"O Brasil vai ser um país de velhos, porque estão matando as nossas crianças.” O diagnóstico sombrio é da empregada doméstica Bruna da Silva, 36, que teve o filho de 14 anos morto por um tiro no último dia 20 na favela da Maré, zona norte do Rio.
Marcos Vinícius da Silva ia uniformizado para a escola quando foi baleado na barriga. Ele chegou a ser socorrido, mas morreu horas mais tarde. Em entrevista à Folha, a mãe responsabiliza o Estado pela morte de seu filho.
Policiais civis faziam operação no início da manhã para cumprir 23 mandados de prisão quando o jovem foi atingido. Outras seis pessoas foram mortas, todas suspeitas de envolvimento com o tráfico de drogas, segundo a polícia.
A camisa branca onde se vê uma mancha de sangue já desbotada sobre a tradicional faixa azul do uniforme escolar da rede municipal do Rio virou o símbolo da luta que Bruna trava agora por justiça.

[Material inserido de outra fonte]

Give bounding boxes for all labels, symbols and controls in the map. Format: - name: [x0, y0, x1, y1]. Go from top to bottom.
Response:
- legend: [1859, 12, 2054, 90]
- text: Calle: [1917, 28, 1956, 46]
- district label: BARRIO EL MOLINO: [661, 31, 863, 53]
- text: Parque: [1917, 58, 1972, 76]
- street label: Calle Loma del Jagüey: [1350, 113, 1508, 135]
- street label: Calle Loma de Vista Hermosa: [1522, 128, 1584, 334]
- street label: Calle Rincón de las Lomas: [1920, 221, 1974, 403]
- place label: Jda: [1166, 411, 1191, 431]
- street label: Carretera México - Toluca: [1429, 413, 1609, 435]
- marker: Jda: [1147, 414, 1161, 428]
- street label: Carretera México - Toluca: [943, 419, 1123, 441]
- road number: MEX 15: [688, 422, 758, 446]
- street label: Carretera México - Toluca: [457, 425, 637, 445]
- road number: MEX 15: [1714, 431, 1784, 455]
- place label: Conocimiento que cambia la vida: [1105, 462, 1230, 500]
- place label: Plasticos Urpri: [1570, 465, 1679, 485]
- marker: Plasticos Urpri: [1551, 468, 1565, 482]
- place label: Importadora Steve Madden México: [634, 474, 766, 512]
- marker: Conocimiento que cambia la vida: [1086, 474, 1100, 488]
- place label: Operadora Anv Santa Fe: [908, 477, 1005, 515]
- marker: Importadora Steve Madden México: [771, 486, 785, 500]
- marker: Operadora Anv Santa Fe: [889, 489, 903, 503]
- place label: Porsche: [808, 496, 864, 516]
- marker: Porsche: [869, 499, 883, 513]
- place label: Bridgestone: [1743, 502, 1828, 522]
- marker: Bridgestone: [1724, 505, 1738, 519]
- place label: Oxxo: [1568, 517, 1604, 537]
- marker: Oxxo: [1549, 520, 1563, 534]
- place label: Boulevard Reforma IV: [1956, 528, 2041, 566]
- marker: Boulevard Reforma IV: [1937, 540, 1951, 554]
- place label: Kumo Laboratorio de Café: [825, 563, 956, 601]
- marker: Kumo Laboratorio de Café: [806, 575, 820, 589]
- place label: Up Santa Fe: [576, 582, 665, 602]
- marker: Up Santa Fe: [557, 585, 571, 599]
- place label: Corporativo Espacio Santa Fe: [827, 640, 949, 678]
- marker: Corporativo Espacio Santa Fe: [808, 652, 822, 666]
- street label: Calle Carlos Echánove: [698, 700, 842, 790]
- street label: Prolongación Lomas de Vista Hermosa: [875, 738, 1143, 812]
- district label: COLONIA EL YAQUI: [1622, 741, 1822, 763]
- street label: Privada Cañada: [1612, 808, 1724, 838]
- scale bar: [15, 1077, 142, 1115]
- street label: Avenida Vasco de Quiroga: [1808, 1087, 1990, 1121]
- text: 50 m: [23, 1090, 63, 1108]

“Enquanto o Brasil comemora a Copa do Mundo, a minha bandeira é essa”, diz ela, com o uniforme do menino na mão. Marcos queria descolorir o cabelo como o do jogador Neymar para assistir aos jogos da Copa com os amigos. A mãe prometera atender ao pedido, mas não teve tempo. O garoto foi atingido dois dias antes de o Brasil vencer a Costa Rica por 2 a 0, no dia 22.
“É daqui que eu vou tirar a força”, diz, mostrando a camisa. A mancha para ela é “a marca da vergonha do Brasil”. “Esse aqui é meu símbolo de resistência contra esse Estado que mata os nossos filhos”.

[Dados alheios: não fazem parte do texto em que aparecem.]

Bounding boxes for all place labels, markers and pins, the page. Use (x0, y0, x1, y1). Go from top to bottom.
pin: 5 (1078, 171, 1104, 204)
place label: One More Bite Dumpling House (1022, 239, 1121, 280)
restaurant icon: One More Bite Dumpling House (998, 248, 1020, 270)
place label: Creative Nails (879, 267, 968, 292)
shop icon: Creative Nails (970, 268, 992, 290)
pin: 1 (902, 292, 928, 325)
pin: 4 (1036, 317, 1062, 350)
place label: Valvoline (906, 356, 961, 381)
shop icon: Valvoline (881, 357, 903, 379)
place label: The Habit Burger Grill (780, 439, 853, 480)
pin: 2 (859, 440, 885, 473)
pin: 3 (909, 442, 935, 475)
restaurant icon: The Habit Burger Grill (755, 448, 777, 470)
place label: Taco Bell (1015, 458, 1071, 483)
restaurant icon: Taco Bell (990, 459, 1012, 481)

Marcos Vinícius havia perdido a hora da escola e corria para entrar na aula antes das 9h. Ele é descrito pela mãe como um menino alegre, carinhoso e querido na comunidade. Também era tido como sério e, apesar da idade, diz ela, era “muito sujeito homem”.
“Ele ria só entre os coleguinhas, não dava mole na comunidade e andava certo”, diz ela, que mora num conjunto de favelas com 130 mil habitantes cujo território é disputado por duas facções de tráfico de drogas e uma milícia.

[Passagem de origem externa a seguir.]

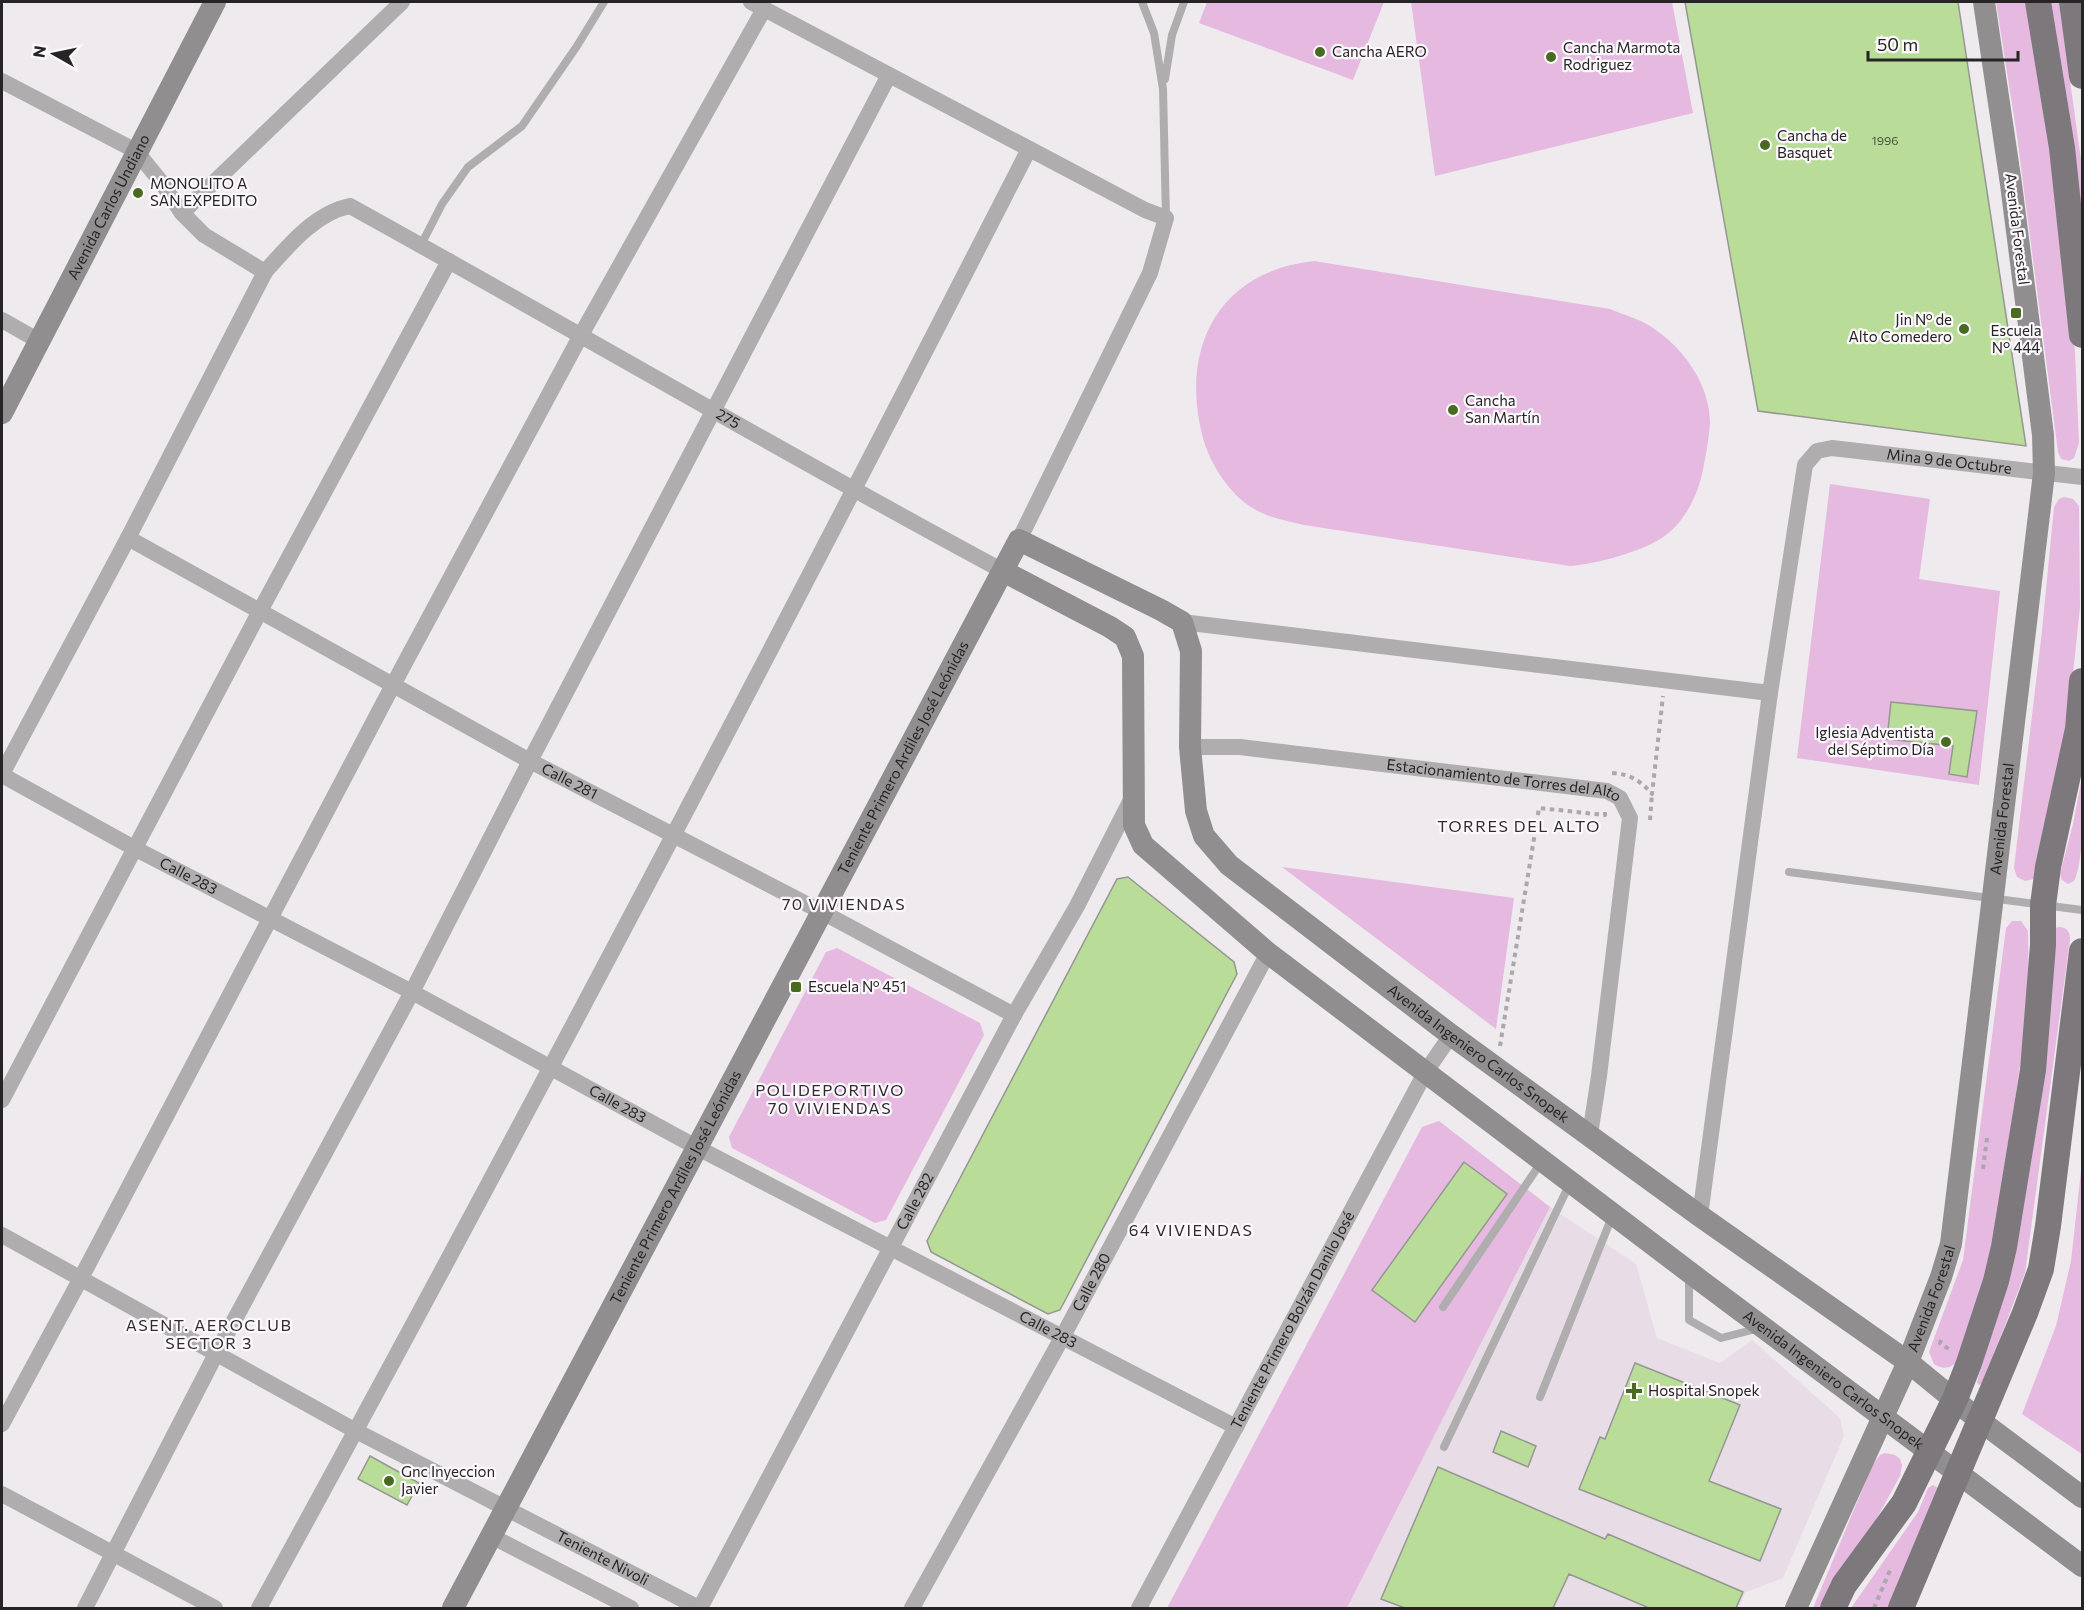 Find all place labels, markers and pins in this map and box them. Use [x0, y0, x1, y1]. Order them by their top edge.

Além da perda, a família teve que suportar uma torrente de notícias falsas disseminadas nas redes sociais que buscavam ligar o jovem ao crime organizado da região como forma de justificar sua morte.
Fotos montadas com o rosto do menino empunhando uma arma circularam pelas redes até a Justiça do Rio determinar a retirada do conteúdo falso do ar. Ao UOL, a Polícia Civil confirmou que Marcos não tinha antecedentes criminais.
Em um apartamento de um cômodo, de pouco mais de 20 m² e tijolos aparentes, a mãe mostrou onde a família de quatro pessoas dormia.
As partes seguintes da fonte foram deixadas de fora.